I was disagreeing politely with the doctors on the ADHD label because all I could think of was how passive Parker was — he wasn't aggressive toward others — and that's what ADD and ADHD meant to me. When the psychiatrist said to me, very firmly, "He wouldn't be flicking the lights off and on right now in this type of setting, after we told him not to, if he wasn't ADHD." I hadn't even noticed that Parker was up and over by the light switches and that she had told him not to turn them off, because he always did things like that. Wow! Maybe she's right and he is ADHD. Now, what's this other thing – Asperger's? Never heard of it.

Asperger's is the more difficult of the two diagnoses because there are different characteristics and qualities that appear in each child that has it. Some of the boys and girls I know with Asperger's are very different from Parker. Some get agitated if particular objects in their room aren't lined up just right or in the same order. Parker is very structured and follows a schedule on a daily basis but is fine if the schedule varies. He can handle change, whereas some children and adults with Asperger's cannot and will appear anxious if their routine is disrupted.

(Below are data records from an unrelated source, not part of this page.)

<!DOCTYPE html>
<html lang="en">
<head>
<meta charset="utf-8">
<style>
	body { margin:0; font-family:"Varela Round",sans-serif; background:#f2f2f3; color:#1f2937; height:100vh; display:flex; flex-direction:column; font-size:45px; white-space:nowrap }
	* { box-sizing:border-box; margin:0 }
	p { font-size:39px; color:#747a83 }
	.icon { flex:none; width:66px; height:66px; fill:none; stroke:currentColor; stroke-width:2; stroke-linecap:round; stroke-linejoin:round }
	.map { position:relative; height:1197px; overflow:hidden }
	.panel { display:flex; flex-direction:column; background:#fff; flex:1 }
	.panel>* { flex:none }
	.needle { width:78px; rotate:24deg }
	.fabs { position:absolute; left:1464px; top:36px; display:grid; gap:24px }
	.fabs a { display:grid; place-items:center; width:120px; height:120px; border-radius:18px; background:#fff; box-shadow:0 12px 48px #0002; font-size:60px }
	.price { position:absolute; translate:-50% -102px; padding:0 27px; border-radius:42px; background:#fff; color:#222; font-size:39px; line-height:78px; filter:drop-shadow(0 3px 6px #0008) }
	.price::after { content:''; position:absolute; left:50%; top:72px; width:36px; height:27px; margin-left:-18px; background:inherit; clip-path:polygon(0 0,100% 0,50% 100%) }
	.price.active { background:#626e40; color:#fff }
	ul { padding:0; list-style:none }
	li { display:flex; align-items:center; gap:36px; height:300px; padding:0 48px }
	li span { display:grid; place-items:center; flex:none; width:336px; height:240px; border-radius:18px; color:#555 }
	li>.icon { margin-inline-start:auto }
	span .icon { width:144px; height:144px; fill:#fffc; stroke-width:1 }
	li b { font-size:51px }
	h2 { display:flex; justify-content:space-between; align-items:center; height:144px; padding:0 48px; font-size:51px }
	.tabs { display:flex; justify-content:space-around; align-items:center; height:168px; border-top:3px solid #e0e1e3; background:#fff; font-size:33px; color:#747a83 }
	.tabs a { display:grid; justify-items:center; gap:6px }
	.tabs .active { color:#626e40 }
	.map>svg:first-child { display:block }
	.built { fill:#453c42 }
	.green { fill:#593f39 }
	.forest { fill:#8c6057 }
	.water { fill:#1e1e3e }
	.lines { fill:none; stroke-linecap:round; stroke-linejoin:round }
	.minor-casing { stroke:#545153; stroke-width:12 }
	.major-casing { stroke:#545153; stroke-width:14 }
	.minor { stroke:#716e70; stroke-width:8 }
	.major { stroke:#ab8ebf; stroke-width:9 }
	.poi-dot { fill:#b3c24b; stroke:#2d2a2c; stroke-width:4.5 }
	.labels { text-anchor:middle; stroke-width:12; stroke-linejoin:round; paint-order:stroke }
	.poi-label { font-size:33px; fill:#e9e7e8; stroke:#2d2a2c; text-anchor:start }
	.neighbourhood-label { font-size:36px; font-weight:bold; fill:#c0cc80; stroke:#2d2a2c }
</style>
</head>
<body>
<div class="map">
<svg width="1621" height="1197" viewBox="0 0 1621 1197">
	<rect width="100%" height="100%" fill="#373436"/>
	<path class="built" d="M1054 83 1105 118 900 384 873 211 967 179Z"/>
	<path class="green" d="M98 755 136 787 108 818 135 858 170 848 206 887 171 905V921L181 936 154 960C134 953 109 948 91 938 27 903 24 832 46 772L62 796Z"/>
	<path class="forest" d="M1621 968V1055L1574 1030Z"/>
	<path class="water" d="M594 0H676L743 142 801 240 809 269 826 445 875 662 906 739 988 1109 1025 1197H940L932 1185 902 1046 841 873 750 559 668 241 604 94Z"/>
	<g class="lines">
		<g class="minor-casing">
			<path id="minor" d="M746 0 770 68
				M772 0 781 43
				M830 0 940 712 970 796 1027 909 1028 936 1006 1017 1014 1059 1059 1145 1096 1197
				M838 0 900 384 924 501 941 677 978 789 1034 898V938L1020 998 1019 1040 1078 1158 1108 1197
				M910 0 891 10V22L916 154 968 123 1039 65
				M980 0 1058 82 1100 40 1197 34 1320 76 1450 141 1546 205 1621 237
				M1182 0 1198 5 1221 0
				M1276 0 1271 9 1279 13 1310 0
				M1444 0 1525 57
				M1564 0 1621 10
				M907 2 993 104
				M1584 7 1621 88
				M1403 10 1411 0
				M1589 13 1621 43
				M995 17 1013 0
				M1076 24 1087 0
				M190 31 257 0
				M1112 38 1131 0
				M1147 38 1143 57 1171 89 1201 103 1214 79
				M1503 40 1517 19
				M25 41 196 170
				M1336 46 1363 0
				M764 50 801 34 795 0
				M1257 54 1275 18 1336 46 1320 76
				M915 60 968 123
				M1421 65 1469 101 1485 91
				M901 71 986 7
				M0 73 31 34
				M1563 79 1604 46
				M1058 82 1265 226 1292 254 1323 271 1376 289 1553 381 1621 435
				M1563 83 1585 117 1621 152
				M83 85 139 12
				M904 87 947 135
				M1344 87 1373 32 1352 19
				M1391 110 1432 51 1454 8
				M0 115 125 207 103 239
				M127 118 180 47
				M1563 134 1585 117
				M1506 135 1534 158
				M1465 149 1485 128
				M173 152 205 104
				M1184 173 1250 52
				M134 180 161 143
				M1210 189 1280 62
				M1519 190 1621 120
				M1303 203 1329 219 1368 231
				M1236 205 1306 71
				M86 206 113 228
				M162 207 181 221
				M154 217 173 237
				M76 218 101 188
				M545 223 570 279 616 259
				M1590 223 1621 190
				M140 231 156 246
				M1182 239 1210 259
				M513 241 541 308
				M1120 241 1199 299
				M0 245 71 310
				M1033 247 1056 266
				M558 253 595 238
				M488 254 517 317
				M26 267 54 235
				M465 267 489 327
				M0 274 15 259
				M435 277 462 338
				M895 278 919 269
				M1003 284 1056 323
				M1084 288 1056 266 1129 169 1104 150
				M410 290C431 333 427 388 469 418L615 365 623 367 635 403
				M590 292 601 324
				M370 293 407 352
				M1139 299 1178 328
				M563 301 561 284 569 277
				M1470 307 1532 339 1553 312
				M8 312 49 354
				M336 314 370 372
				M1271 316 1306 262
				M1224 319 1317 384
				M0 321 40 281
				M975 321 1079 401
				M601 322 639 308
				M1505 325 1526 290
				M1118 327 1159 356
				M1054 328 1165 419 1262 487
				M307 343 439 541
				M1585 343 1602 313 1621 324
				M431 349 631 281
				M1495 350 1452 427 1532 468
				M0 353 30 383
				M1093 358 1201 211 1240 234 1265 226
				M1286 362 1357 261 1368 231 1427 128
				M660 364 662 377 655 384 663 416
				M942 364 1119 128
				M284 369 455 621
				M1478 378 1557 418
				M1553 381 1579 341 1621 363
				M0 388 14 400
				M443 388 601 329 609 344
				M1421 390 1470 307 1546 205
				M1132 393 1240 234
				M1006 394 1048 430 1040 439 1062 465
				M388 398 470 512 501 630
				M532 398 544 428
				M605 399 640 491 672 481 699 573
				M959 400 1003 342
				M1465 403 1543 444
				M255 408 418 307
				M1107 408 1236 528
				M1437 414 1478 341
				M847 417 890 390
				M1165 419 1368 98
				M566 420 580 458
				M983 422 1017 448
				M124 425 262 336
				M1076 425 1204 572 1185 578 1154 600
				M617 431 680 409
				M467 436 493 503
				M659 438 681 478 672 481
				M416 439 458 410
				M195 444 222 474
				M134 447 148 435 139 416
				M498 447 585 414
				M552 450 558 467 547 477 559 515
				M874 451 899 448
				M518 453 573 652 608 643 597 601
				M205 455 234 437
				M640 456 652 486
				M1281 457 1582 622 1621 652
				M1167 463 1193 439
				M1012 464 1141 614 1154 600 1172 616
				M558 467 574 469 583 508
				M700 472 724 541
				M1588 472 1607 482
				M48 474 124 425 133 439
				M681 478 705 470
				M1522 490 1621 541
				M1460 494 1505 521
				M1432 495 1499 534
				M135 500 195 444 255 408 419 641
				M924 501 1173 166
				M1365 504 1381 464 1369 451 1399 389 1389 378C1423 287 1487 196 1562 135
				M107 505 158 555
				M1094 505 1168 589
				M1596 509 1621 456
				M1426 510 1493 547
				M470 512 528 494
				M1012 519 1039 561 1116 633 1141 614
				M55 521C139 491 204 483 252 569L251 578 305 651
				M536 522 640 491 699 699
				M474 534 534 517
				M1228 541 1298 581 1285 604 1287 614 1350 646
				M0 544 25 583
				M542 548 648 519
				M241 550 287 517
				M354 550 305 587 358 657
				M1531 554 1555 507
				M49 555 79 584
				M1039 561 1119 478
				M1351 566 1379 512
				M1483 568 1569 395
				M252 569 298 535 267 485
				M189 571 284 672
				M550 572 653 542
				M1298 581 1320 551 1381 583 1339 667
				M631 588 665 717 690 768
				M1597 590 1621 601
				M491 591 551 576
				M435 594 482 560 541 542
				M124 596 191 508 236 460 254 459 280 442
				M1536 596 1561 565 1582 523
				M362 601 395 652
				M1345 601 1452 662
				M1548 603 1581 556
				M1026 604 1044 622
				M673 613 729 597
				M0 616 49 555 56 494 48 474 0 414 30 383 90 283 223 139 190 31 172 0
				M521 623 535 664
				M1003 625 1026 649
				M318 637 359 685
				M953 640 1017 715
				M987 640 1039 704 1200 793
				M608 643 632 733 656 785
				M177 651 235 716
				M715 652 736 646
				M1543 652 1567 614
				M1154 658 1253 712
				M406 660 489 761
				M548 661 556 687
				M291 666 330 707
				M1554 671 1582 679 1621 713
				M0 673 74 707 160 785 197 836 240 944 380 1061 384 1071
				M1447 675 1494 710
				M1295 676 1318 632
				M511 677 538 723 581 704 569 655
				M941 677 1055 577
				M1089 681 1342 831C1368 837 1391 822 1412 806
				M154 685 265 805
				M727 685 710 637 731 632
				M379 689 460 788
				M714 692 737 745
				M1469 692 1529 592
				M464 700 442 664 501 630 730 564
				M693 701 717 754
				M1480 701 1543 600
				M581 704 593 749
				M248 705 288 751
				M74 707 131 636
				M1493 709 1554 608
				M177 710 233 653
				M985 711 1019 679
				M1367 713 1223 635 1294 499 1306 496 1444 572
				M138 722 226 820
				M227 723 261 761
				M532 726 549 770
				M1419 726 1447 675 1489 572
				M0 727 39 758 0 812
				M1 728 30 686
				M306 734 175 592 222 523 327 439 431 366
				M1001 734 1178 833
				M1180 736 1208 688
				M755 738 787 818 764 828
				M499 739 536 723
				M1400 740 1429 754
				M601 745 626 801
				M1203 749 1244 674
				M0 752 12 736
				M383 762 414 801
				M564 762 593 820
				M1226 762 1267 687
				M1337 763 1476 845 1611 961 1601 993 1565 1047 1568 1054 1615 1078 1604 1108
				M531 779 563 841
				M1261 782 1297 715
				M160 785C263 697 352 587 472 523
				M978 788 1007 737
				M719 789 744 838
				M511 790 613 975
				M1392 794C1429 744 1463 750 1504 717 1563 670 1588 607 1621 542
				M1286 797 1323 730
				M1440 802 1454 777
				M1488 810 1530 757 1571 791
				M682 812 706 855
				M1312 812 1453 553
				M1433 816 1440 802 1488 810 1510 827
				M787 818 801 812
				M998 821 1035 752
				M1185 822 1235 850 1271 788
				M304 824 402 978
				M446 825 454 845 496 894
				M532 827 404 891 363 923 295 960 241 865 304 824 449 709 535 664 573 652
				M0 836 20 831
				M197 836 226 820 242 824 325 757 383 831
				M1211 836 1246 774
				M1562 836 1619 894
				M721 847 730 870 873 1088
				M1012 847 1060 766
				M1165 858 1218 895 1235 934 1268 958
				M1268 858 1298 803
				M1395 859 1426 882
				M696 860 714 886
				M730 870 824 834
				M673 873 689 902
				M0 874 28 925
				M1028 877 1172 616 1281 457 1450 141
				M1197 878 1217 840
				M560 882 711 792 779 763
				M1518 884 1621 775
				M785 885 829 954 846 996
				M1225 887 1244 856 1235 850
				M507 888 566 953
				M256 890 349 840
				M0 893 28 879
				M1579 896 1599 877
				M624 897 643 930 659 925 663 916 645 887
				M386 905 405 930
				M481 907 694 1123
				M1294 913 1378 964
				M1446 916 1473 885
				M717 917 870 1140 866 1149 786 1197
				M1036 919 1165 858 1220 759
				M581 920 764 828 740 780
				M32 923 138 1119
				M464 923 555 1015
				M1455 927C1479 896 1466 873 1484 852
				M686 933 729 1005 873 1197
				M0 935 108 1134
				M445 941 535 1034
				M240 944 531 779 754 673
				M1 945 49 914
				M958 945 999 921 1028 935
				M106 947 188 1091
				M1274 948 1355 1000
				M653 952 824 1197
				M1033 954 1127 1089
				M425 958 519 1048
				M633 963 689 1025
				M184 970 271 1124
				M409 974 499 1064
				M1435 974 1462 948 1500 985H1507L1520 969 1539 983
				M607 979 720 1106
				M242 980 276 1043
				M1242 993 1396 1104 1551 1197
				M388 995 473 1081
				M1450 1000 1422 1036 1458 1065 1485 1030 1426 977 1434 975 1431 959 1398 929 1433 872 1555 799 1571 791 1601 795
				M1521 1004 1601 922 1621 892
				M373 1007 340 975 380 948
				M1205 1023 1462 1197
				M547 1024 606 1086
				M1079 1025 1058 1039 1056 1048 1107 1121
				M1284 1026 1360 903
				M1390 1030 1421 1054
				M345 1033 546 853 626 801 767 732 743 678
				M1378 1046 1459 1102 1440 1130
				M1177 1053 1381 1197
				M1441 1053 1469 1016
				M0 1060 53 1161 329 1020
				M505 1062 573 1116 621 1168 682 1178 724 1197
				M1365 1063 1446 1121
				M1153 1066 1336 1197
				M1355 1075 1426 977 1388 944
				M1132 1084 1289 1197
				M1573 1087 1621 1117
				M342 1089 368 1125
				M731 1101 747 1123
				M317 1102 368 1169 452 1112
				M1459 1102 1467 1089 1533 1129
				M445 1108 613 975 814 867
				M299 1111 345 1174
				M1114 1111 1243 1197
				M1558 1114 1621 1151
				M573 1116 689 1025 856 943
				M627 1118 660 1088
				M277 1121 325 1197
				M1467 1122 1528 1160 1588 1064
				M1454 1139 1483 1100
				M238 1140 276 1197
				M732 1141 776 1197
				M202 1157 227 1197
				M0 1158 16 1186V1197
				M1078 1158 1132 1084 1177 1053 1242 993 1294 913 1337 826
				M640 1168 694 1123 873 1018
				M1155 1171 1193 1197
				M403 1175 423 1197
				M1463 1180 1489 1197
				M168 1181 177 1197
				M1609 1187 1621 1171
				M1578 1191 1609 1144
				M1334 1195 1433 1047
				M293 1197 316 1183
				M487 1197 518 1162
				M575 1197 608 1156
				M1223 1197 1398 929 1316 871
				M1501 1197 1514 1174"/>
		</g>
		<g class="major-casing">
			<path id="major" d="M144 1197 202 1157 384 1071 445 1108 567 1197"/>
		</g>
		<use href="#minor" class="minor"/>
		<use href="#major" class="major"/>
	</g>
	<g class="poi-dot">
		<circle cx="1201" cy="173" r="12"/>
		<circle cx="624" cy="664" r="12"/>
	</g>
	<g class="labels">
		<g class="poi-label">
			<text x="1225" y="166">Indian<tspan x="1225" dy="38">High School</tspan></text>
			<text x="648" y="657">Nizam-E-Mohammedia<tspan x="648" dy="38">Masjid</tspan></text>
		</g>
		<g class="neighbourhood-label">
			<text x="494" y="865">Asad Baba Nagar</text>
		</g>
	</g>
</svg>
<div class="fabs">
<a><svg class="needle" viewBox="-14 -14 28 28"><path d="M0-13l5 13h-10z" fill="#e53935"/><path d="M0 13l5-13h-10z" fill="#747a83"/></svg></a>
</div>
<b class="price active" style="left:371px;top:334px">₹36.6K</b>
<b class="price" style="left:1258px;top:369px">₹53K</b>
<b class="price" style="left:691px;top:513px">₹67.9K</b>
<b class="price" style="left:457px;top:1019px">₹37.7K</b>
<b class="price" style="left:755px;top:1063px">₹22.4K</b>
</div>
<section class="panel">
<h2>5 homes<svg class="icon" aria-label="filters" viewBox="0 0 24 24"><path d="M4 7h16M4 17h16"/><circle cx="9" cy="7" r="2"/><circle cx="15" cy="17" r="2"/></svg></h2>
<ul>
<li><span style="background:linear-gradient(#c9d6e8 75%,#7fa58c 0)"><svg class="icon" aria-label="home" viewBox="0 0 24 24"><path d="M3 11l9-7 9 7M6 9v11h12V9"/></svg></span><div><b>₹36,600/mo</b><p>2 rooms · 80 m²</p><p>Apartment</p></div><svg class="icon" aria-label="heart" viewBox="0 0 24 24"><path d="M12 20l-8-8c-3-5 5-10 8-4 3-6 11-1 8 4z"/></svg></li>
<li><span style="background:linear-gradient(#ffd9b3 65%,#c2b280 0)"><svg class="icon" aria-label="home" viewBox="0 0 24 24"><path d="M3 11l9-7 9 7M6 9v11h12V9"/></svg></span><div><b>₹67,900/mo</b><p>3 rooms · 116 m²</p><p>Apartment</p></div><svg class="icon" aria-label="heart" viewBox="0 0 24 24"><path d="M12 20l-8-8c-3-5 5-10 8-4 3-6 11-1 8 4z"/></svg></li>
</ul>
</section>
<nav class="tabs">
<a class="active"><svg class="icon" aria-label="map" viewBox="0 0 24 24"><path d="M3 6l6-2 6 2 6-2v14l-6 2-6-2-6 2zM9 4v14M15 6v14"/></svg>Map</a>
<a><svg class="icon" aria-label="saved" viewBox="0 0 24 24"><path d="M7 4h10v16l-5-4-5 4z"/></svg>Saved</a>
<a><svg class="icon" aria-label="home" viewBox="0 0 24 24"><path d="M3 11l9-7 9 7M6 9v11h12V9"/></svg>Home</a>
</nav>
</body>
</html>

I remember one year, in third or fourth grade, instead of running around outside with the other kids during recess, he would sit outside and create comic books. I remember wishing he would play with the other boys. But now, looking back on it, I'm glad I didn't make him, because he needed the creative outlook of drawing those comics to cope with the rest of his day inside a classroom.

Asperger's can have different meanings for different people with the diagnosis. To Parker, it means not being able to socialize well in small groups, sometimes knowing, but not always knowing, what others are talking about. For him it also means not always understanding the question being asked on a test. If it's not concrete with a definite answer, he may not know what the question is asking of him. However, his social skills and his test-taking skills have both greatly improved over time. I'm not saying it's been easy, but he's been able to overcome these hurdles.

Asperger's can have different meanings for different people with the diagnosis.

Parker has adapted to his family, school, and his surroundings very well. When he was little I used to have everything perfect for him by keeping his room looking just the same way, feeding him the same foods so he didn't get anxious, and making sure his mornings were calm before he went off to school. After a while, during his teenage years, he started trying new foods on his own. By relaxing my own anxiety over him only eating about 15 food items, he started venturing out on his own and trying new ones.

Parker is still waiting for an answer to his question. Instead of giving him a lecture on why it's important to be different and everyone's different, I answer emphatically, "YES, YOU ARE NORMAL!" He is happy with the answer and surprises all of us by ordering a cheese quesadilla and french fries for the first time.